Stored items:
==*==

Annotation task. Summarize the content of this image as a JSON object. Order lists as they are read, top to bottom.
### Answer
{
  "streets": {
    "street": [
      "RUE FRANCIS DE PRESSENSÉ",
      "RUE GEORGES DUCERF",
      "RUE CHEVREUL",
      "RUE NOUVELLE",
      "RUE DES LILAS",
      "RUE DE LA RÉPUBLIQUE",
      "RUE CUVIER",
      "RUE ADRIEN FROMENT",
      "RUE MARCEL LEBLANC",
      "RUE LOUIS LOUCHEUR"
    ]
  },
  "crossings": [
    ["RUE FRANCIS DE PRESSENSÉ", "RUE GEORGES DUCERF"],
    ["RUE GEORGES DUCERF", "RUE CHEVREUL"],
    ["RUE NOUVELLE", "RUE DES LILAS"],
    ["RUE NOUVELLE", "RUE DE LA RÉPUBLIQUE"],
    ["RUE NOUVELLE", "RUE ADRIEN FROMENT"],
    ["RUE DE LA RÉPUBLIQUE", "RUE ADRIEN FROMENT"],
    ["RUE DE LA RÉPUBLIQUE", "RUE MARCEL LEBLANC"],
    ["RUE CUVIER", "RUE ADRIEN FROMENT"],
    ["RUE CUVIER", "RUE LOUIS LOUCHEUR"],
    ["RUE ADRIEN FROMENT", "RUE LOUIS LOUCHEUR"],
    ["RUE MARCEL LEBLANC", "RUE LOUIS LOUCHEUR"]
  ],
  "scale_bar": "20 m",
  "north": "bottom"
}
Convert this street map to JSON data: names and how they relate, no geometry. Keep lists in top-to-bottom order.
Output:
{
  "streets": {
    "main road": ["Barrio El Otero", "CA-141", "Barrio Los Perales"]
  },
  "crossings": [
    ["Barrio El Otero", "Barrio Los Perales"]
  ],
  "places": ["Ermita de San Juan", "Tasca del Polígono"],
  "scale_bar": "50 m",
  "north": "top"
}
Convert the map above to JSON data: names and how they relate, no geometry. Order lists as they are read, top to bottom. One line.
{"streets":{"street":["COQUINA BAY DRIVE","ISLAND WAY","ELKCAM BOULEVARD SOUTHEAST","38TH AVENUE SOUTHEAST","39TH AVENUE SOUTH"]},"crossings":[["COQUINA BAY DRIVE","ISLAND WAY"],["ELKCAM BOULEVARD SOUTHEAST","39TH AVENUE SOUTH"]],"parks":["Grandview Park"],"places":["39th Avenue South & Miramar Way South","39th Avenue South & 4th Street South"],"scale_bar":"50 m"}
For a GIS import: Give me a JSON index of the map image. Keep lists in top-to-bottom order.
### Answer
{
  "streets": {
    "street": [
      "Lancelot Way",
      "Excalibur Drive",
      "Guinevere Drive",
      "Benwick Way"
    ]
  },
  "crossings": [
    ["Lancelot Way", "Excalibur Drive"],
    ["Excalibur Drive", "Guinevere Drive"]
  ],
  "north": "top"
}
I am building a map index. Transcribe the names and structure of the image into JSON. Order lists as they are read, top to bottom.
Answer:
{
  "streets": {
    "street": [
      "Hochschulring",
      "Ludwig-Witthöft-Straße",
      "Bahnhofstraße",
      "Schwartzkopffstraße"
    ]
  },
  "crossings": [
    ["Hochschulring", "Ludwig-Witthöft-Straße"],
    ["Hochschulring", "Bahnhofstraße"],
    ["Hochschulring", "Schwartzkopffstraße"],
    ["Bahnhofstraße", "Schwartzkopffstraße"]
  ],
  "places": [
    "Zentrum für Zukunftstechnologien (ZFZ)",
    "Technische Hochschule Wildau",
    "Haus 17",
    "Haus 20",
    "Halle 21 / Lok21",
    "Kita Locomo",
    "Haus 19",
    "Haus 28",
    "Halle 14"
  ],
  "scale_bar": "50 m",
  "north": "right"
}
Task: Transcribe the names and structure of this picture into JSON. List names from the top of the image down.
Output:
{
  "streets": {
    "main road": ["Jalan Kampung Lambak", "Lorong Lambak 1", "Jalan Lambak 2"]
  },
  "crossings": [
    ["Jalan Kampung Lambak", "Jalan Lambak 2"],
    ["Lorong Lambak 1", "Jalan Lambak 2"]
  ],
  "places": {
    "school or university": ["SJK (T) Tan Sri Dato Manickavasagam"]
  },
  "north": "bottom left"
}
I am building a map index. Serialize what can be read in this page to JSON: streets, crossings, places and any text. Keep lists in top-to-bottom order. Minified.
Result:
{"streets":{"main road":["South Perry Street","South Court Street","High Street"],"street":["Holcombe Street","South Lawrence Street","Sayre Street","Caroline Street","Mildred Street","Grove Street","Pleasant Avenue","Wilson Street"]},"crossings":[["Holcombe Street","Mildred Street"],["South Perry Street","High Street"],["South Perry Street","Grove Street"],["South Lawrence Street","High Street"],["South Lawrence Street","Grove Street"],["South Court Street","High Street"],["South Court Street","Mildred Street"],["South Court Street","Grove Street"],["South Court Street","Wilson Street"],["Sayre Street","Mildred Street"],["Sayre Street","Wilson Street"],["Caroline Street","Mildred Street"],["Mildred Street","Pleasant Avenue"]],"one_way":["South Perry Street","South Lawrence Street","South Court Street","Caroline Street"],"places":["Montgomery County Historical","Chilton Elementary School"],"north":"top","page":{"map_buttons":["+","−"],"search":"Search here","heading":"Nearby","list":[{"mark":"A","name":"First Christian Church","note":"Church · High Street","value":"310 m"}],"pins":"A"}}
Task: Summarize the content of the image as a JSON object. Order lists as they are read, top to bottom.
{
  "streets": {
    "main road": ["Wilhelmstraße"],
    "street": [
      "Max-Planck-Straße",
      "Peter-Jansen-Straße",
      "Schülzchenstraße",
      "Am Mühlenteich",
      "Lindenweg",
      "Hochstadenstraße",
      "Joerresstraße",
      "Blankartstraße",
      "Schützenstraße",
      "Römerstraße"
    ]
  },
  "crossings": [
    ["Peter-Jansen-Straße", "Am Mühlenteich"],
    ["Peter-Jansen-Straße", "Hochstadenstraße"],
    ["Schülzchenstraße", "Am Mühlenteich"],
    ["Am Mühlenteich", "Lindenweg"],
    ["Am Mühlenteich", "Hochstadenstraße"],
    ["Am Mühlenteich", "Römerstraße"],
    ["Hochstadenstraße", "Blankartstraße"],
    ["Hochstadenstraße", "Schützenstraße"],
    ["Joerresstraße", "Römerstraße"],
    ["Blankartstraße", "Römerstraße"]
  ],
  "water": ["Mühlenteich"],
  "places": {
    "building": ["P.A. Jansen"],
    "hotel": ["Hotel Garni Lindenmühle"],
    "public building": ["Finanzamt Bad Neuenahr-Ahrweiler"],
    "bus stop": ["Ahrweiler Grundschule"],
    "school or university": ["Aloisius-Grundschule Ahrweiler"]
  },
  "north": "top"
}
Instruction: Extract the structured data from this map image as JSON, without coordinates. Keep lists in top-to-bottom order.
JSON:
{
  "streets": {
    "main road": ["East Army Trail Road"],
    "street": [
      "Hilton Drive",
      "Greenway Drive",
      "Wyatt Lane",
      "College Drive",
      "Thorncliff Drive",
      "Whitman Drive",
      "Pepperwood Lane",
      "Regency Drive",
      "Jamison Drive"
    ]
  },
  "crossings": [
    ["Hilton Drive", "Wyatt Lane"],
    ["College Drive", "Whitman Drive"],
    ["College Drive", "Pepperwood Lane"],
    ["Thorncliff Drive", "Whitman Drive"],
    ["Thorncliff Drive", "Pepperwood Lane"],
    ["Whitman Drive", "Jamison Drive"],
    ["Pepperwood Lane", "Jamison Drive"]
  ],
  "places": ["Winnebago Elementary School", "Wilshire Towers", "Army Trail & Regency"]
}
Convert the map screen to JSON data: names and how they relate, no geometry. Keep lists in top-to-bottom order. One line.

==*==

Each entry above is to be copied out exactly.

Annotation task. Summarize the content of this image as a JSON object. Order lists as they are read, top to bottom.
### Answer
{
  "streets": {
    "street": [
      "RUE FRANCIS DE PRESSENSÉ",
      "RUE GEORGES DUCERF",
      "RUE CHEVREUL",
      "RUE NOUVELLE",
      "RUE DES LILAS",
      "RUE DE LA RÉPUBLIQUE",
      "RUE CUVIER",
      "RUE ADRIEN FROMENT",
      "RUE MARCEL LEBLANC",
      "RUE LOUIS LOUCHEUR"
    ]
  },
  "crossings": [
    ["RUE FRANCIS DE PRESSENSÉ", "RUE GEORGES DUCERF"],
    ["RUE GEORGES DUCERF", "RUE CHEVREUL"],
    ["RUE NOUVELLE", "RUE DES LILAS"],
    ["RUE NOUVELLE", "RUE DE LA RÉPUBLIQUE"],
    ["RUE NOUVELLE", "RUE ADRIEN FROMENT"],
    ["RUE DE LA RÉPUBLIQUE", "RUE ADRIEN FROMENT"],
    ["RUE DE LA RÉPUBLIQUE", "RUE MARCEL LEBLANC"],
    ["RUE CUVIER", "RUE ADRIEN FROMENT"],
    ["RUE CUVIER", "RUE LOUIS LOUCHEUR"],
    ["RUE ADRIEN FROMENT", "RUE LOUIS LOUCHEUR"],
    ["RUE MARCEL LEBLANC", "RUE LOUIS LOUCHEUR"]
  ],
  "scale_bar": "20 m",
  "north": "bottom"
}
Convert this street map to JSON data: names and how they relate, no geometry. Keep lists in top-to-bottom order.
Output:
{
  "streets": {
    "main road": ["Barrio El Otero", "CA-141", "Barrio Los Perales"]
  },
  "crossings": [
    ["Barrio El Otero", "Barrio Los Perales"]
  ],
  "places": ["Ermita de San Juan", "Tasca del Polígono"],
  "scale_bar": "50 m",
  "north": "top"
}
Convert the map above to JSON data: names and how they relate, no geometry. Order lists as they are read, top to bottom. One line.
{"streets":{"street":["COQUINA BAY DRIVE","ISLAND WAY","ELKCAM BOULEVARD SOUTHEAST","38TH AVENUE SOUTHEAST","39TH AVENUE SOUTH"]},"crossings":[["COQUINA BAY DRIVE","ISLAND WAY"],["ELKCAM BOULEVARD SOUTHEAST","39TH AVENUE SOUTH"]],"parks":["Grandview Park"],"places":["39th Avenue South & Miramar Way South","39th Avenue South & 4th Street South"],"scale_bar":"50 m"}
For a GIS import: Give me a JSON index of the map image. Keep lists in top-to-bottom order.
### Answer
{
  "streets": {
    "street": [
      "Lancelot Way",
      "Excalibur Drive",
      "Guinevere Drive",
      "Benwick Way"
    ]
  },
  "crossings": [
    ["Lancelot Way", "Excalibur Drive"],
    ["Excalibur Drive", "Guinevere Drive"]
  ],
  "north": "top"
}
I am building a map index. Transcribe the names and structure of the image into JSON. Order lists as they are read, top to bottom.
Answer:
{
  "streets": {
    "street": [
      "Hochschulring",
      "Ludwig-Witthöft-Straße",
      "Bahnhofstraße",
      "Schwartzkopffstraße"
    ]
  },
  "crossings": [
    ["Hochschulring", "Ludwig-Witthöft-Straße"],
    ["Hochschulring", "Bahnhofstraße"],
    ["Hochschulring", "Schwartzkopffstraße"],
    ["Bahnhofstraße", "Schwartzkopffstraße"]
  ],
  "places": [
    "Zentrum für Zukunftstechnologien (ZFZ)",
    "Technische Hochschule Wildau",
    "Haus 17",
    "Haus 20",
    "Halle 21 / Lok21",
    "Kita Locomo",
    "Haus 19",
    "Haus 28",
    "Halle 14"
  ],
  "scale_bar": "50 m",
  "north": "right"
}
Task: Transcribe the names and structure of this picture into JSON. List names from the top of the image down.
Output:
{
  "streets": {
    "main road": ["Jalan Kampung Lambak", "Lorong Lambak 1", "Jalan Lambak 2"]
  },
  "crossings": [
    ["Jalan Kampung Lambak", "Jalan Lambak 2"],
    ["Lorong Lambak 1", "Jalan Lambak 2"]
  ],
  "places": {
    "school or university": ["SJK (T) Tan Sri Dato Manickavasagam"]
  },
  "north": "bottom left"
}
I am building a map index. Serialize what can be read in this page to JSON: streets, crossings, places and any text. Keep lists in top-to-bottom order. Minified.
Result:
{"streets":{"main road":["South Perry Street","South Court Street","High Street"],"street":["Holcombe Street","South Lawrence Street","Sayre Street","Caroline Street","Mildred Street","Grove Street","Pleasant Avenue","Wilson Street"]},"crossings":[["Holcombe Street","Mildred Street"],["South Perry Street","High Street"],["South Perry Street","Grove Street"],["South Lawrence Street","High Street"],["South Lawrence Street","Grove Street"],["South Court Street","High Street"],["South Court Street","Mildred Street"],["South Court Street","Grove Street"],["South Court Street","Wilson Street"],["Sayre Street","Mildred Street"],["Sayre Street","Wilson Street"],["Caroline Street","Mildred Street"],["Mildred Street","Pleasant Avenue"]],"one_way":["South Perry Street","South Lawrence Street","South Court Street","Caroline Street"],"places":["Montgomery County Historical","Chilton Elementary School"],"north":"top","page":{"map_buttons":["+","−"],"search":"Search here","heading":"Nearby","list":[{"mark":"A","name":"First Christian Church","note":"Church · High Street","value":"310 m"}],"pins":"A"}}
Task: Summarize the content of the image as a JSON object. Order lists as they are read, top to bottom.
{
  "streets": {
    "main road": ["Wilhelmstraße"],
    "street": [
      "Max-Planck-Straße",
      "Peter-Jansen-Straße",
      "Schülzchenstraße",
      "Am Mühlenteich",
      "Lindenweg",
      "Hochstadenstraße",
      "Joerresstraße",
      "Blankartstraße",
      "Schützenstraße",
      "Römerstraße"
    ]
  },
  "crossings": [
    ["Peter-Jansen-Straße", "Am Mühlenteich"],
    ["Peter-Jansen-Straße", "Hochstadenstraße"],
    ["Schülzchenstraße", "Am Mühlenteich"],
    ["Am Mühlenteich", "Lindenweg"],
    ["Am Mühlenteich", "Hochstadenstraße"],
    ["Am Mühlenteich", "Römerstraße"],
    ["Hochstadenstraße", "Blankartstraße"],
    ["Hochstadenstraße", "Schützenstraße"],
    ["Joerresstraße", "Römerstraße"],
    ["Blankartstraße", "Römerstraße"]
  ],
  "water": ["Mühlenteich"],
  "places": {
    "building": ["P.A. Jansen"],
    "hotel": ["Hotel Garni Lindenmühle"],
    "public building": ["Finanzamt Bad Neuenahr-Ahrweiler"],
    "bus stop": ["Ahrweiler Grundschule"],
    "school or university": ["Aloisius-Grundschule Ahrweiler"]
  },
  "north": "top"
}
Instruction: Extract the structured data from this map image as JSON, without coordinates. Keep lists in top-to-bottom order.
JSON:
{
  "streets": {
    "main road": ["East Army Trail Road"],
    "street": [
      "Hilton Drive",
      "Greenway Drive",
      "Wyatt Lane",
      "College Drive",
      "Thorncliff Drive",
      "Whitman Drive",
      "Pepperwood Lane",
      "Regency Drive",
      "Jamison Drive"
    ]
  },
  "crossings": [
    ["Hilton Drive", "Wyatt Lane"],
    ["College Drive", "Whitman Drive"],
    ["College Drive", "Pepperwood Lane"],
    ["Thorncliff Drive", "Whitman Drive"],
    ["Thorncliff Drive", "Pepperwood Lane"],
    ["Whitman Drive", "Jamison Drive"],
    ["Pepperwood Lane", "Jamison Drive"]
  ],
  "places": ["Winnebago Elementary School", "Wilshire Towers", "Army Trail & Regency"]
}
Convert the map screen to JSON data: names and how they relate, no geometry. Keep lists in top-to-bottom order. One line.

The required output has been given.